Hence, to solve the problem of potholes, the corporation has adopted a policy of cement concreting of 6-meter-wide roads in phases. The decision was taken but the dilly-dallying affair made things more difficult.


Mumbai’s traffic does put a lot of strain on roads which is not the case in the other developed countries. Second most important aspect is concretisation of roads is done partly and in phases.


The worst problem which is faced is repeated digging for cables and drainage, which weakens the roads. Above all corruption in BMC makes matters worse as a result everything comes to grinding halt.

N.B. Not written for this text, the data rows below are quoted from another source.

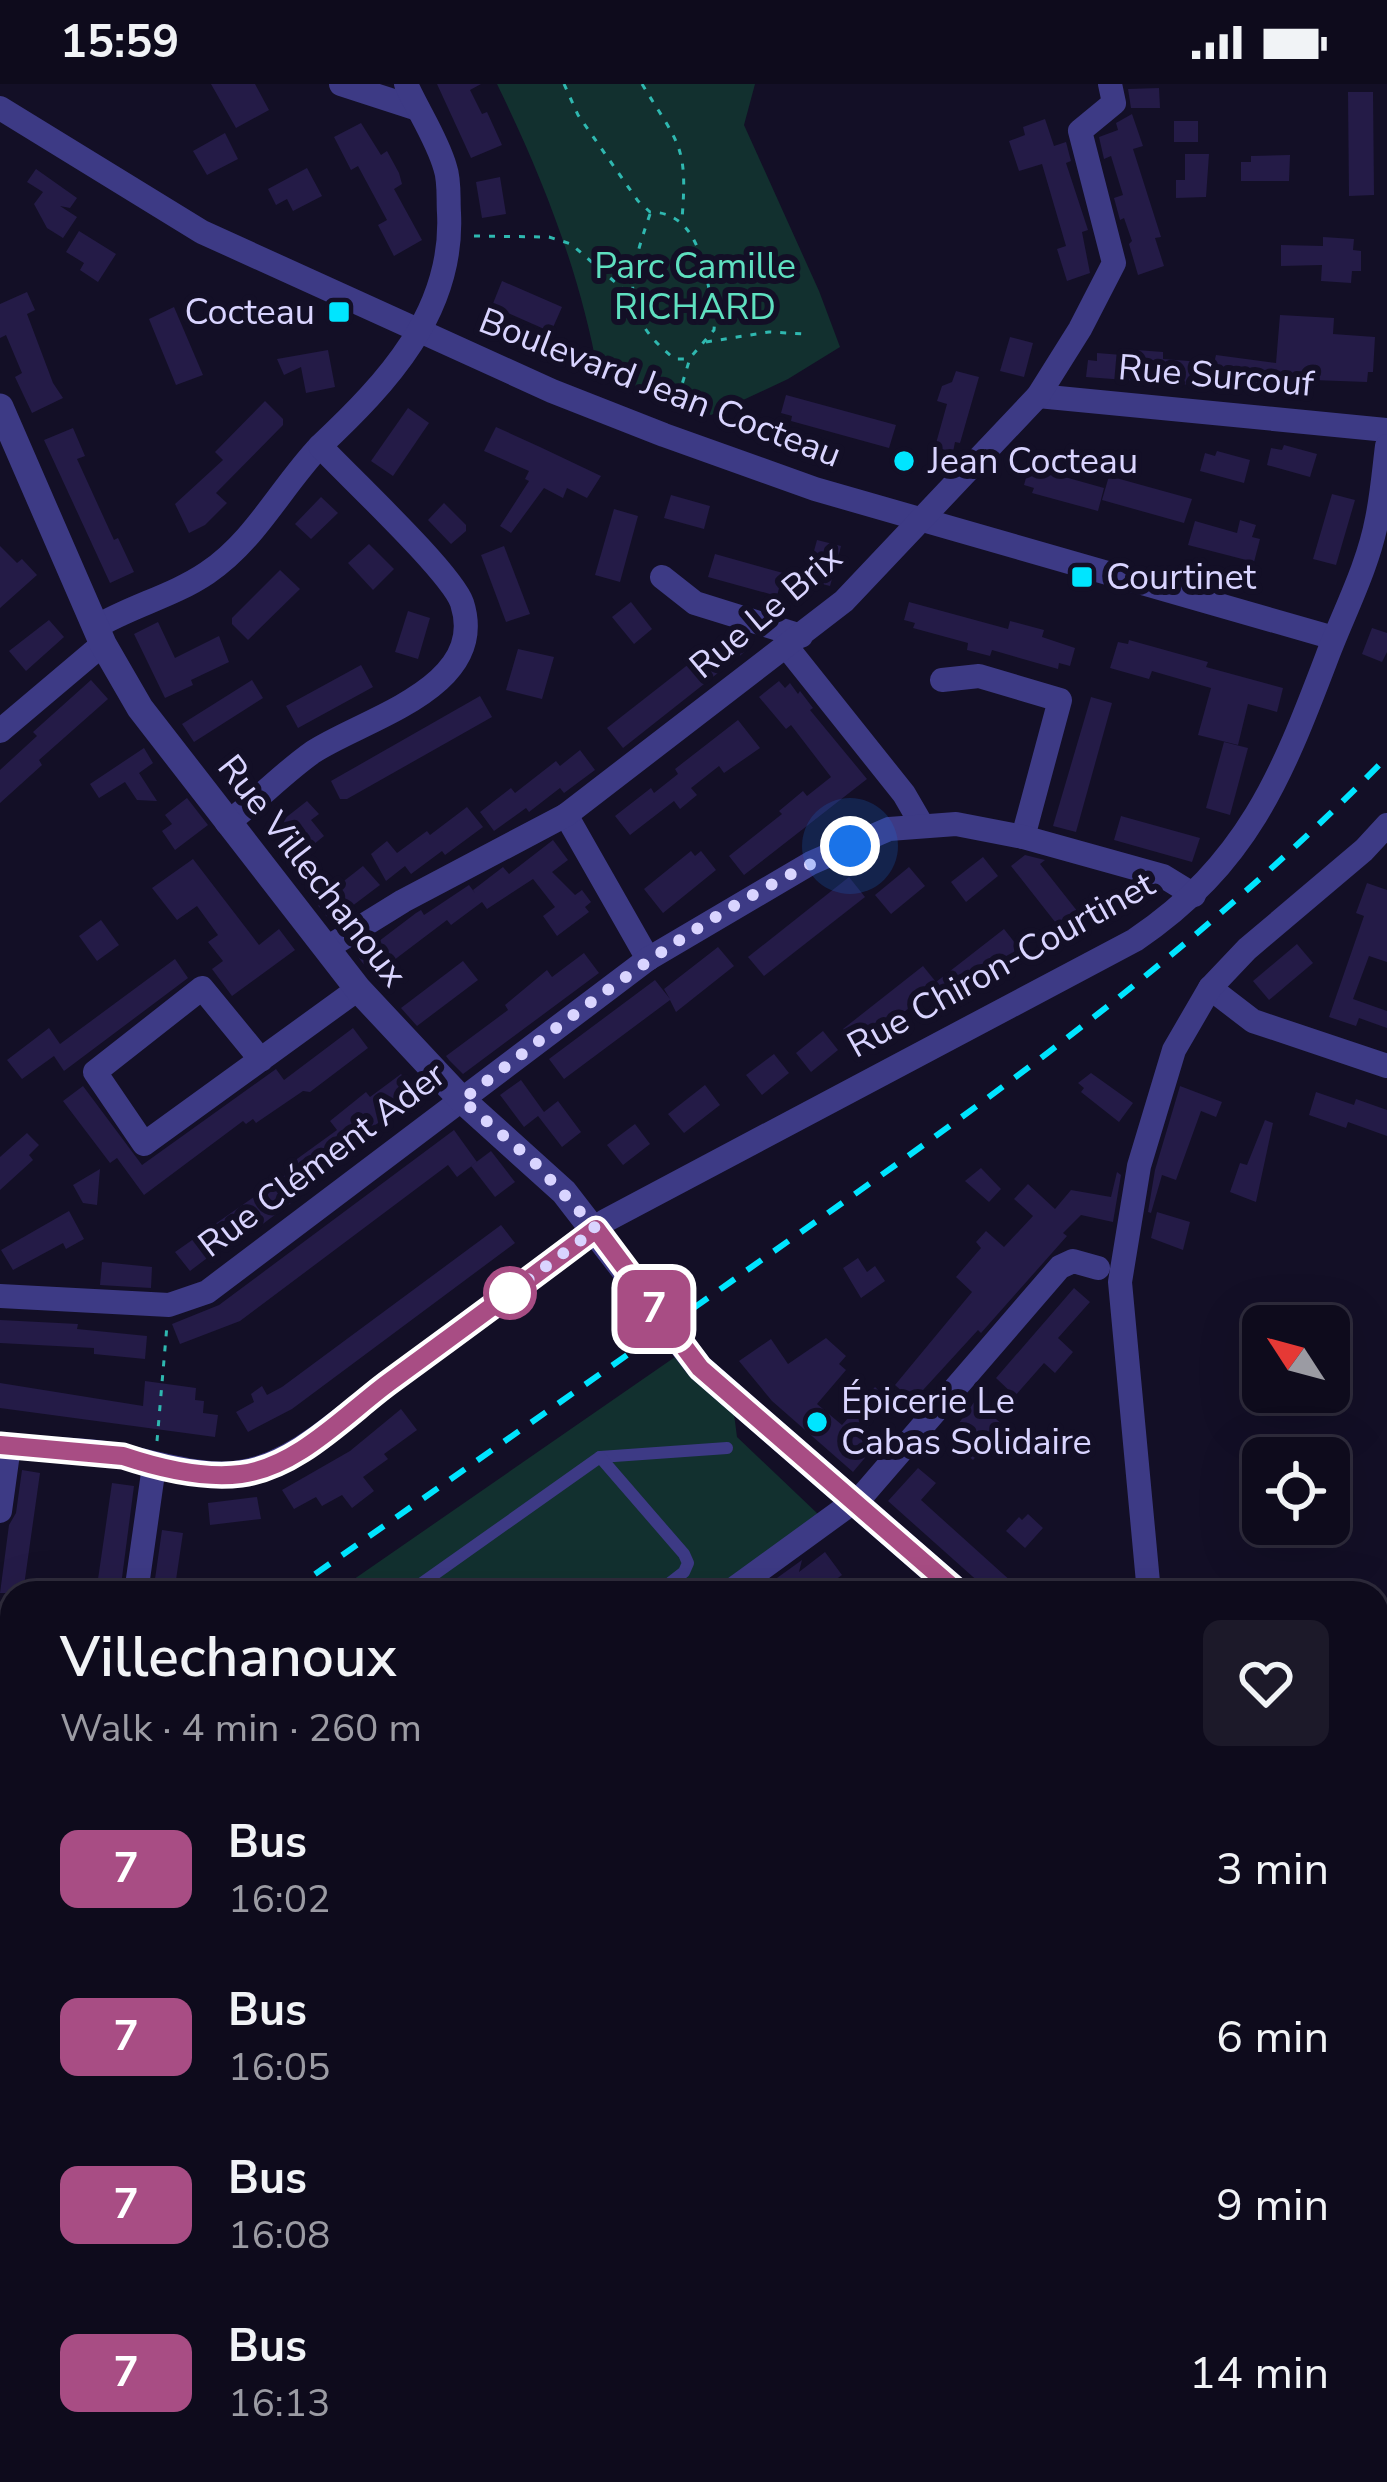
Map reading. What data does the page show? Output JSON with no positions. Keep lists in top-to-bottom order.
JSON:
{
  "streets": {
    "street": [
      "Rue Surcouf",
      "Boulevard Jean Cocteau",
      "Rue Le Brix",
      "Rue Villechanoux",
      "Rue Chiron-Courtinet",
      "Rue Clément Ader"
    ]
  },
  "crossings": [
    ["Rue Surcouf", "Rue Le Brix"],
    ["Boulevard Jean Cocteau", "Rue Le Brix"],
    ["Boulevard Jean Cocteau", "Rue Chiron-Courtinet"],
    ["Rue Le Brix", "Rue Villechanoux"],
    ["Rue Villechanoux", "Rue Chiron-Courtinet"],
    ["Rue Villechanoux", "Rue Clément Ader"],
    ["Rue Chiron-Courtinet", "Rue Clément Ader"]
  ],
  "parks": ["Parc Camille RICHARD"],
  "places": {
    "transit": ["Cocteau", "Courtinet"],
    "other": ["Jean Cocteau", "Épicerie Le Cabas Solidaire"]
  },
  "lines": ["bus line 7"],
  "north": "top left",
  "page": {
    "status": "15:59",
    "on_map": "7",
    "heading": ["Villechanoux", "Walk · 4 min · 260 m"],
    "list": [
      {
        "mark": "7",
        "name": "Bus",
        "note": "16:02",
        "value": "3 min"
      },
      {
        "mark": "7",
        "name": "Bus",
        "note": "16:05",
        "value": "6 min"
      },
      {
        "mark": "7",
        "name": "Bus",
        "note": "16:08",
        "value": "9 min"
      },
      {
        "mark": "7",
        "name": "Bus",
        "note": "16:13",
        "value": "14 min"
      }
    ]
  }
}
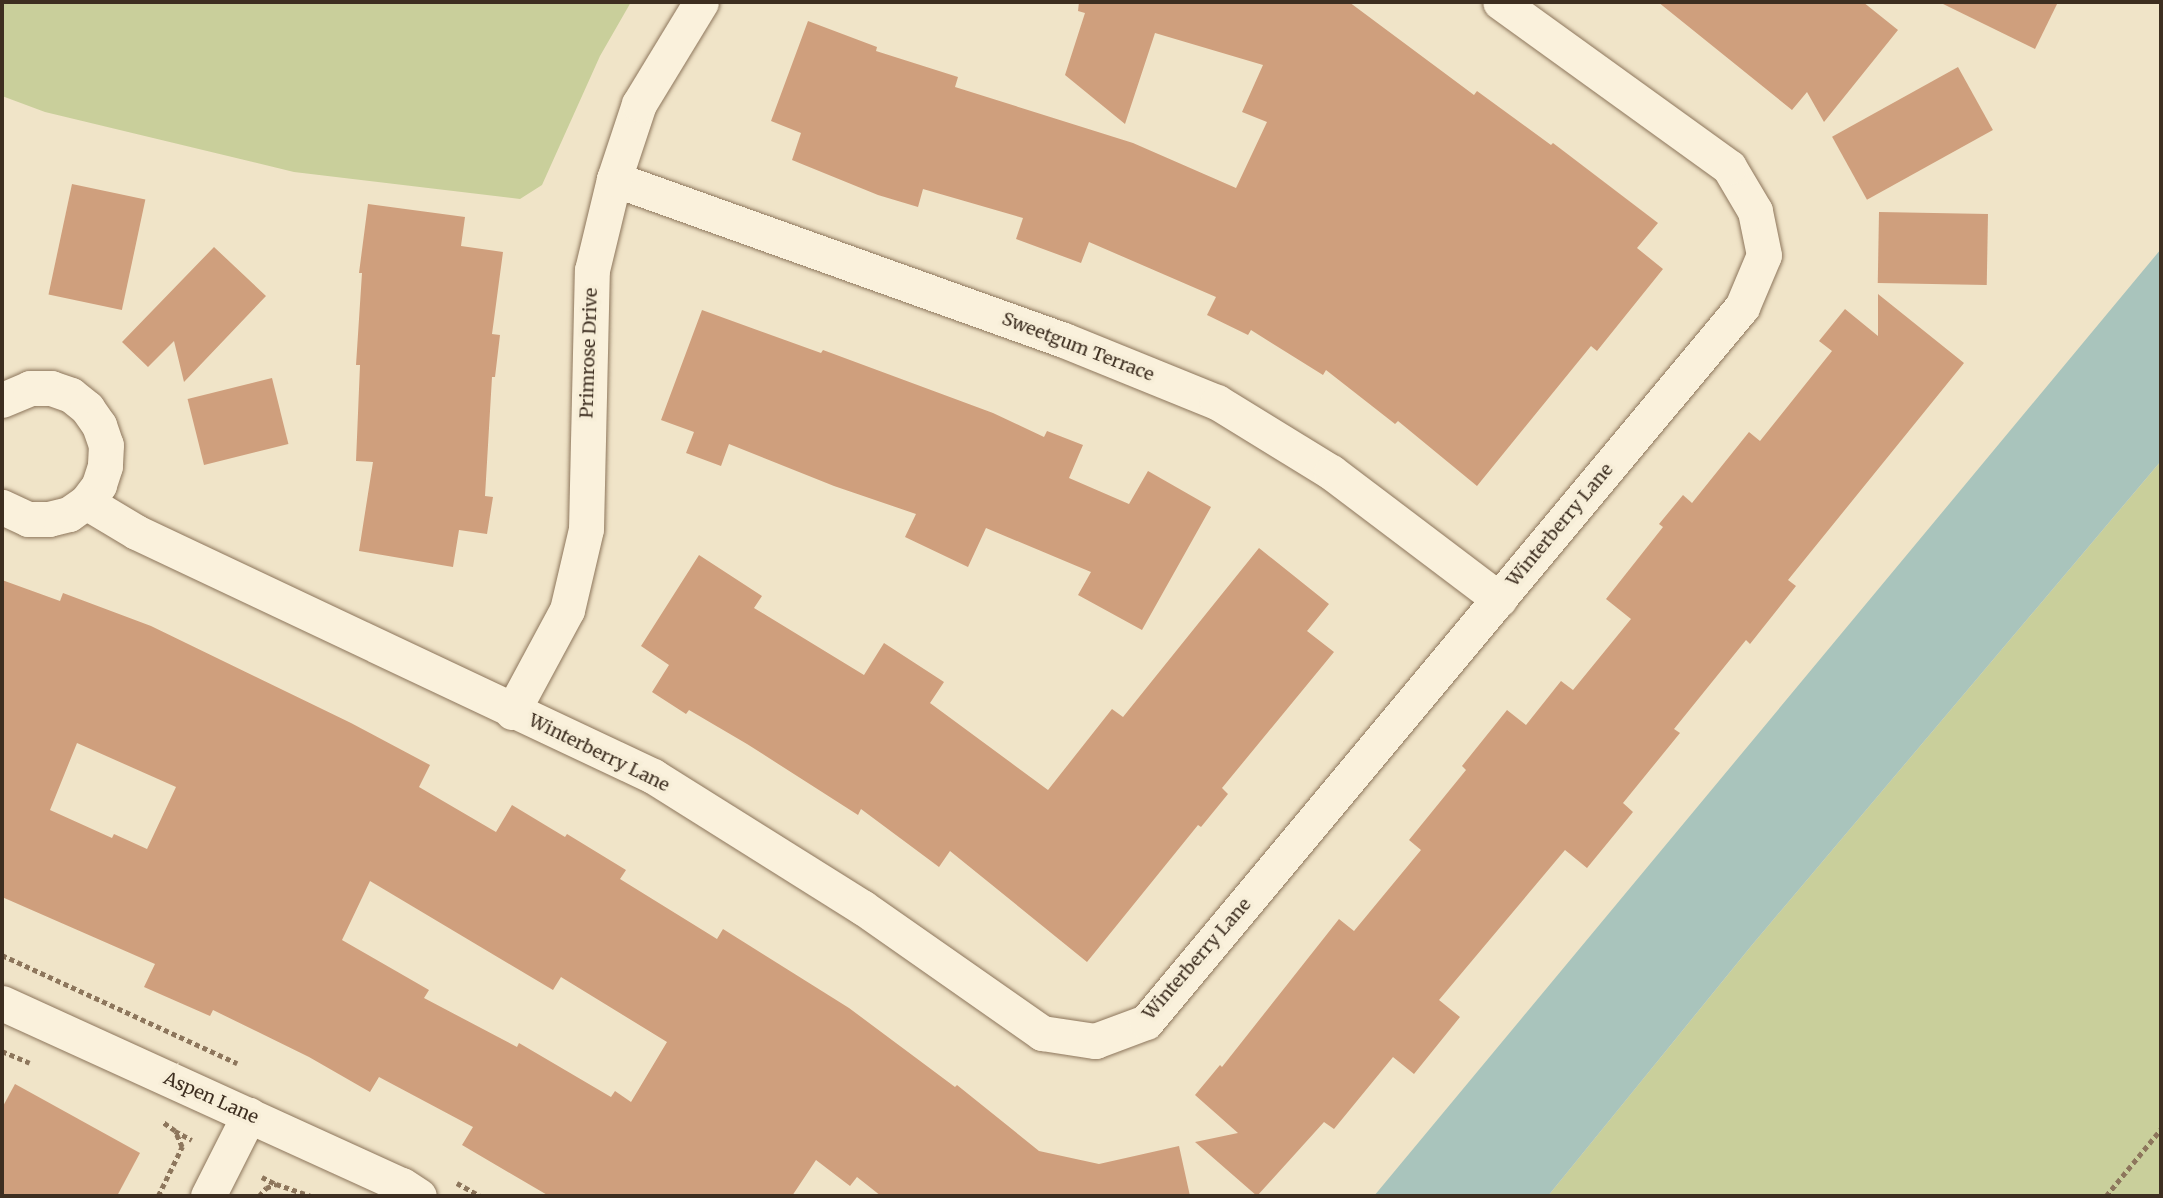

According to experts, repairing potholes is a reaction with symptomatic treatment. By and large we are dispensing superficial treatment without addressing the root cause. The long-term solution will be to have roads with no potholes but what we need is the means and technology to achieve this. But for this political will is necessary which we lack on every step.


Mumbaikar’s are convience that corruption in the municipal corporation is the main reason. Contractors have had a monopoly over the last 20 years and this is the reason why reputed companies never come ahead for these projects.


As a result, in the name of attendance and repair, the BMC does shoddy work. Crores are spent but the end result is nothing. The BMC is not paying attention to the crust. If the crust is weak, potholes will see an increase. Without any thought or technical know-how, potholes are filled with cold mix.


This is the reason why the city and suburbs continue to have craters on the roads.


Craters, a serious threat to the safety and security of people. Mumbaikars fade up from their repeated visits to orthopedic surgeons.


They are in a mood to teach a proper lesson to those who were at the helm of the affairs.